_Assigned task_:
Begin at the top of the records and copy each line exactly. The line containing "0 8px,transparent 0" is the last one to include.

_Material provided_:
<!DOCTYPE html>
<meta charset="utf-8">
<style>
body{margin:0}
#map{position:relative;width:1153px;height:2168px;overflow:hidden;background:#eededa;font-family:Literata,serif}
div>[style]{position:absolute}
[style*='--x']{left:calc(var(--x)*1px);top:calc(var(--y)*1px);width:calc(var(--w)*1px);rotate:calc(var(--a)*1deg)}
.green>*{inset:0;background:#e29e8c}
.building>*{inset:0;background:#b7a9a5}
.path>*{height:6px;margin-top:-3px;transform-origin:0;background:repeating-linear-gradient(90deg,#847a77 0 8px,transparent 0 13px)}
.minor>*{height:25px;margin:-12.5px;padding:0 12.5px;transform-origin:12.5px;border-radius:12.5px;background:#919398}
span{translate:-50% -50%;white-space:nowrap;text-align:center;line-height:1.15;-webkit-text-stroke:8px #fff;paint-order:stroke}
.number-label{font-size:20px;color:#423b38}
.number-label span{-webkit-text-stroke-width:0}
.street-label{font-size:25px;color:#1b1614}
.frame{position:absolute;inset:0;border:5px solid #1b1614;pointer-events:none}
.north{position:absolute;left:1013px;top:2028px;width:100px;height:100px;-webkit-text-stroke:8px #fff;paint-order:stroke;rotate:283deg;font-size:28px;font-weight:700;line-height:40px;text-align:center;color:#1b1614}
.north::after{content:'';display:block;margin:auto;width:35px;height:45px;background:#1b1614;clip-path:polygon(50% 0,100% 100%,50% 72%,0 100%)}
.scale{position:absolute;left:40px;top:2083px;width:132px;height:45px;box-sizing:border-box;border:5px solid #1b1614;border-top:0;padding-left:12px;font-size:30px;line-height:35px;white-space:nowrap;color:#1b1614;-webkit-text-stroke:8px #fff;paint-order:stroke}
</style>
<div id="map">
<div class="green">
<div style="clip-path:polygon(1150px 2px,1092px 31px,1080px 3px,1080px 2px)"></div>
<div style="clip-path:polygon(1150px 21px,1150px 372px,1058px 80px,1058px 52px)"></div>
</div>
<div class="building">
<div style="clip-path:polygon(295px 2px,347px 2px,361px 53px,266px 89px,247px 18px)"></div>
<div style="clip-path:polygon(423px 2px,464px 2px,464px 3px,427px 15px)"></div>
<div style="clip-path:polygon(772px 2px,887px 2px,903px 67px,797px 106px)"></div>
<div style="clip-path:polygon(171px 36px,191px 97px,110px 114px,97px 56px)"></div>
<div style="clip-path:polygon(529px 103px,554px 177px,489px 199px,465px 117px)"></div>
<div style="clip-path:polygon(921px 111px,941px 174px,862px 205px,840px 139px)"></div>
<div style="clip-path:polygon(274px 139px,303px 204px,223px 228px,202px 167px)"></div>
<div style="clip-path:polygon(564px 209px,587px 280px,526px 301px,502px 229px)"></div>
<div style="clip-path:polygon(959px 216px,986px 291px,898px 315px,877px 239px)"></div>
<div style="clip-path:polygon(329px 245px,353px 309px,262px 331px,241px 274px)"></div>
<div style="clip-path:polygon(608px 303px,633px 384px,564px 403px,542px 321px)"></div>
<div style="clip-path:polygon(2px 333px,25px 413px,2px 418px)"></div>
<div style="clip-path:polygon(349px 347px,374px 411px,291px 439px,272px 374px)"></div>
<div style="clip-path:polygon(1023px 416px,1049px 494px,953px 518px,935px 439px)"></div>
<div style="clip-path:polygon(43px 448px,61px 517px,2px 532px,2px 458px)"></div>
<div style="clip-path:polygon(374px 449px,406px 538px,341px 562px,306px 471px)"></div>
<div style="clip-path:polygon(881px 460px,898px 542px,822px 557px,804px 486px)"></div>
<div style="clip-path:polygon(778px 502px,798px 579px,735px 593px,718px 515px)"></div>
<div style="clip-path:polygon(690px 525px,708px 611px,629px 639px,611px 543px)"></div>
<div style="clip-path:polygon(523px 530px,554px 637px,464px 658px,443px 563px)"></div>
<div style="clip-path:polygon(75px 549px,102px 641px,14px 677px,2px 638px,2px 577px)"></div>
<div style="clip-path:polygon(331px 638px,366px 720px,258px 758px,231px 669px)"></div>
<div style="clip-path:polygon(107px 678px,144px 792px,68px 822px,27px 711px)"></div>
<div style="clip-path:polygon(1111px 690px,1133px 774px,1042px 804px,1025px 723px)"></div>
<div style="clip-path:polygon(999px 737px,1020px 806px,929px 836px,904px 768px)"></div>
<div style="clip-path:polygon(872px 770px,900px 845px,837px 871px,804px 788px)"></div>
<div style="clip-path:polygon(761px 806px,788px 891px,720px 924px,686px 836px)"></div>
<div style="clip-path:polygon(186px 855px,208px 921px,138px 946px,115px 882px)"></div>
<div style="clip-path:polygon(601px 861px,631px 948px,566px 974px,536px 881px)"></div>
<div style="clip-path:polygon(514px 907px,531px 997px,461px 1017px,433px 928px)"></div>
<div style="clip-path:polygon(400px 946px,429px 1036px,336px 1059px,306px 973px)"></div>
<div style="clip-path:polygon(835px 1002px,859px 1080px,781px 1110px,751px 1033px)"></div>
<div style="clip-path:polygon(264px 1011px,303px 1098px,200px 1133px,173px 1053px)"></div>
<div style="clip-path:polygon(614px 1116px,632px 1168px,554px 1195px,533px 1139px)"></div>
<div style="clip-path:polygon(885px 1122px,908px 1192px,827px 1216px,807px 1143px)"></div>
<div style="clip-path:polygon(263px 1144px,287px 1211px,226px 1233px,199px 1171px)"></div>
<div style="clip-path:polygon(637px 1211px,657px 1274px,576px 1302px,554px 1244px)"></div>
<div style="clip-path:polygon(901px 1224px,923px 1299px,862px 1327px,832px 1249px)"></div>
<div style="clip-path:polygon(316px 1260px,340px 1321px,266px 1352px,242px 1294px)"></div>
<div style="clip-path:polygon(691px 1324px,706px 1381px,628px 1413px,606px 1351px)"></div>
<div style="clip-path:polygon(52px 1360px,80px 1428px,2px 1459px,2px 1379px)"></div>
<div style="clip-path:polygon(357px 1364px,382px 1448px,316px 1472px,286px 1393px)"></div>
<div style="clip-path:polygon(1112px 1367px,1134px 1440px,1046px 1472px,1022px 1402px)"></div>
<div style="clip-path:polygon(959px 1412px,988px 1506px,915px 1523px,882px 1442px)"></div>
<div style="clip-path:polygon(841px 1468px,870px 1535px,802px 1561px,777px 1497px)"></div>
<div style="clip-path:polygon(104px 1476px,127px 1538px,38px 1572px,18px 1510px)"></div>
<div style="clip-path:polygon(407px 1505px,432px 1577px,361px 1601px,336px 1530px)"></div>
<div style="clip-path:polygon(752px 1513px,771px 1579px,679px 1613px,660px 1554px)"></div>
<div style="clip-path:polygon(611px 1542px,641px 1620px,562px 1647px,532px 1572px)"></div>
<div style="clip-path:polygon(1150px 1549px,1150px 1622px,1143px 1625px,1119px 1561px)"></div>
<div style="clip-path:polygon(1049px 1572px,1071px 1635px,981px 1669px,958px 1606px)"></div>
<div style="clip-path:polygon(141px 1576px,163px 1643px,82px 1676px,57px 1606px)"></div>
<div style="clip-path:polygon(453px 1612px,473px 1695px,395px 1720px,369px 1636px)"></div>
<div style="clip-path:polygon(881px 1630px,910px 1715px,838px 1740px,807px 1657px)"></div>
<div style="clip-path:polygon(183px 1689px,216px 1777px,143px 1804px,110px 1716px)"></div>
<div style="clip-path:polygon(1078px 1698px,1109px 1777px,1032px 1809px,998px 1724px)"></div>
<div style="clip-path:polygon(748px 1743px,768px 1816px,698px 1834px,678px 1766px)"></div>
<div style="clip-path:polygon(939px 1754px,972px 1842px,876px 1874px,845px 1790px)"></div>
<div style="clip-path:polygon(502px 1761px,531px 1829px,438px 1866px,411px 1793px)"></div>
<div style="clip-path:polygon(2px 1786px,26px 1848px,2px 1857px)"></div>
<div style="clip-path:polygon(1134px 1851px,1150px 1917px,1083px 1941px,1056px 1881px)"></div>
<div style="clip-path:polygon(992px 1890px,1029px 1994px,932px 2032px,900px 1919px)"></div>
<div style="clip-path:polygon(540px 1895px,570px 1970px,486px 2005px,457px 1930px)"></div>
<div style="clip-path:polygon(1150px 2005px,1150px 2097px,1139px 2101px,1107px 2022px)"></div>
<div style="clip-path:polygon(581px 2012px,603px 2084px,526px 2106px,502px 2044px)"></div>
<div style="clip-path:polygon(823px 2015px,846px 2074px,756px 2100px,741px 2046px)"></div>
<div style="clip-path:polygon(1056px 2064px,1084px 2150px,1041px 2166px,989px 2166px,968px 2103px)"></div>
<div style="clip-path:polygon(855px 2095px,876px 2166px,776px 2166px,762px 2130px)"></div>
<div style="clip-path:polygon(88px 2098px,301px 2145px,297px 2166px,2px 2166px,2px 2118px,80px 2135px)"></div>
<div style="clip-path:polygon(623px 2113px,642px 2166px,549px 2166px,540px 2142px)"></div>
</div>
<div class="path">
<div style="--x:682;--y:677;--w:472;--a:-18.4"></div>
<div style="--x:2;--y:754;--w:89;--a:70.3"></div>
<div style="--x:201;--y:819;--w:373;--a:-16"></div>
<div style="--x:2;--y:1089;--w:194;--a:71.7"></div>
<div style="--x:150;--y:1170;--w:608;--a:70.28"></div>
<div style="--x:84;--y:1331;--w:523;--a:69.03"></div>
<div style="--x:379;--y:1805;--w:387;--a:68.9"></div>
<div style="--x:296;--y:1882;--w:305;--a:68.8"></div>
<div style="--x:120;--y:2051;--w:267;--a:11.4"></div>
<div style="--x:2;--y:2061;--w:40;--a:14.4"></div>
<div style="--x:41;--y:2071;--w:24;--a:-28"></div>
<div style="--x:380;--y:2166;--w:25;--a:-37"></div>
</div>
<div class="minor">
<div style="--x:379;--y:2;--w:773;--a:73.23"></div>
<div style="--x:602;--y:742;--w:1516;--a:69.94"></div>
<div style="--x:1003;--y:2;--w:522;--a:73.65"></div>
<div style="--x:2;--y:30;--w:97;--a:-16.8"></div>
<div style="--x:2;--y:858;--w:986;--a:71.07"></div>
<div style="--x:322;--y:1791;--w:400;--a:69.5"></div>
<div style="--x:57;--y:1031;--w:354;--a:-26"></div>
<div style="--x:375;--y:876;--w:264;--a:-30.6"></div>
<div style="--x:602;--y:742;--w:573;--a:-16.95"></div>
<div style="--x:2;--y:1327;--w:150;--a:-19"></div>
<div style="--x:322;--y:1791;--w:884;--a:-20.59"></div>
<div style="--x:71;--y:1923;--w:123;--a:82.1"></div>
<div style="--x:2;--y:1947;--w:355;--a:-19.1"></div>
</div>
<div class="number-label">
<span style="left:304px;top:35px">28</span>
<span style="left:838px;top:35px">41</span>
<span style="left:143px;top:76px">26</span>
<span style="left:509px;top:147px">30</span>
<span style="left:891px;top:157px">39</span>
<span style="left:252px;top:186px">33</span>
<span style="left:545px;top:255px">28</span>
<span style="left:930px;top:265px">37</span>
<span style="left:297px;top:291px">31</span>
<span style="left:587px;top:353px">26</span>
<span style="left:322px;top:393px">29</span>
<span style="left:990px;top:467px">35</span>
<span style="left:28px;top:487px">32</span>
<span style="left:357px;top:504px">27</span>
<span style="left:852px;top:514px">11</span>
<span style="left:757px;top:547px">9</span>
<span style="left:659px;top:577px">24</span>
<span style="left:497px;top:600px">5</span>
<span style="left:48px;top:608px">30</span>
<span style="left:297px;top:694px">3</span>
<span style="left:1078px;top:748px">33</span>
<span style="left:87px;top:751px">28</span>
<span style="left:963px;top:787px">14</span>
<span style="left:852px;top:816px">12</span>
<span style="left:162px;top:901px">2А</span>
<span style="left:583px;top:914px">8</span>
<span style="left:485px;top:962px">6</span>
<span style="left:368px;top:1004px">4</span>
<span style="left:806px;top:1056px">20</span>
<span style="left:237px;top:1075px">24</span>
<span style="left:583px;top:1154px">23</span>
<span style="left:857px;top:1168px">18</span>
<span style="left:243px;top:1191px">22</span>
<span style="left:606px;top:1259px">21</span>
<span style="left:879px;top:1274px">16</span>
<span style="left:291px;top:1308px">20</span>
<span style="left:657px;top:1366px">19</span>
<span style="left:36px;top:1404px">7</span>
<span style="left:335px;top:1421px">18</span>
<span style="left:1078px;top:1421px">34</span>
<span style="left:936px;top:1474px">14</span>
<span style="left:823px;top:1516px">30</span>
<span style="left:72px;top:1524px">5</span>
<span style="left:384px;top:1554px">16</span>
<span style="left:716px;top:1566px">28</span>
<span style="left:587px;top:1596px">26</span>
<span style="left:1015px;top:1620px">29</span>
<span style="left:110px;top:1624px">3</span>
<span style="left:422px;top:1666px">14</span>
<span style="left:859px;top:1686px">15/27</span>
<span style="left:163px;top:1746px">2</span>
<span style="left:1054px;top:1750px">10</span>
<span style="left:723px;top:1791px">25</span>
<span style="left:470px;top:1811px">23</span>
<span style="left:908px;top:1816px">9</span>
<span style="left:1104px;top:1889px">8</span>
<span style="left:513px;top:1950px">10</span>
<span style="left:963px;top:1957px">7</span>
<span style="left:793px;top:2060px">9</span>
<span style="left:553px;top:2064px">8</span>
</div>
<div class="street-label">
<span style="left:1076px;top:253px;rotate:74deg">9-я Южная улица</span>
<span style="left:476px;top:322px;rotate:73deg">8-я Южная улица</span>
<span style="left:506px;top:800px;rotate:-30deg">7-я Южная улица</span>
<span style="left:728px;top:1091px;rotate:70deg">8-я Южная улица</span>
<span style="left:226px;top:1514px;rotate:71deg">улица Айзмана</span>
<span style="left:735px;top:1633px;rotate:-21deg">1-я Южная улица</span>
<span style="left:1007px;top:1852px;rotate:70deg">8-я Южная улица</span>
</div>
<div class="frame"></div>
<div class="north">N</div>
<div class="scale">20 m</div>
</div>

_Solution for this problem_:
<!DOCTYPE html>
<meta charset="utf-8">
<style>
body{margin:0}
#map{position:relative;width:1153px;height:2168px;overflow:hidden;background:#eededa;font-family:Literata,serif}
div>[style]{position:absolute}
[style*='--x']{left:calc(var(--x)*1px);top:calc(var(--y)*1px);width:calc(var(--w)*1px);rotate:calc(var(--a)*1deg)}
.green>*{inset:0;background:#e29e8c}
.building>*{inset:0;background:#b7a9a5}
.path>*{height:6px;margin-top:-3px;transform-origin:0;background:repeating-linear-gradient(90deg,#847a77 0 8px,transparent 0 13px)}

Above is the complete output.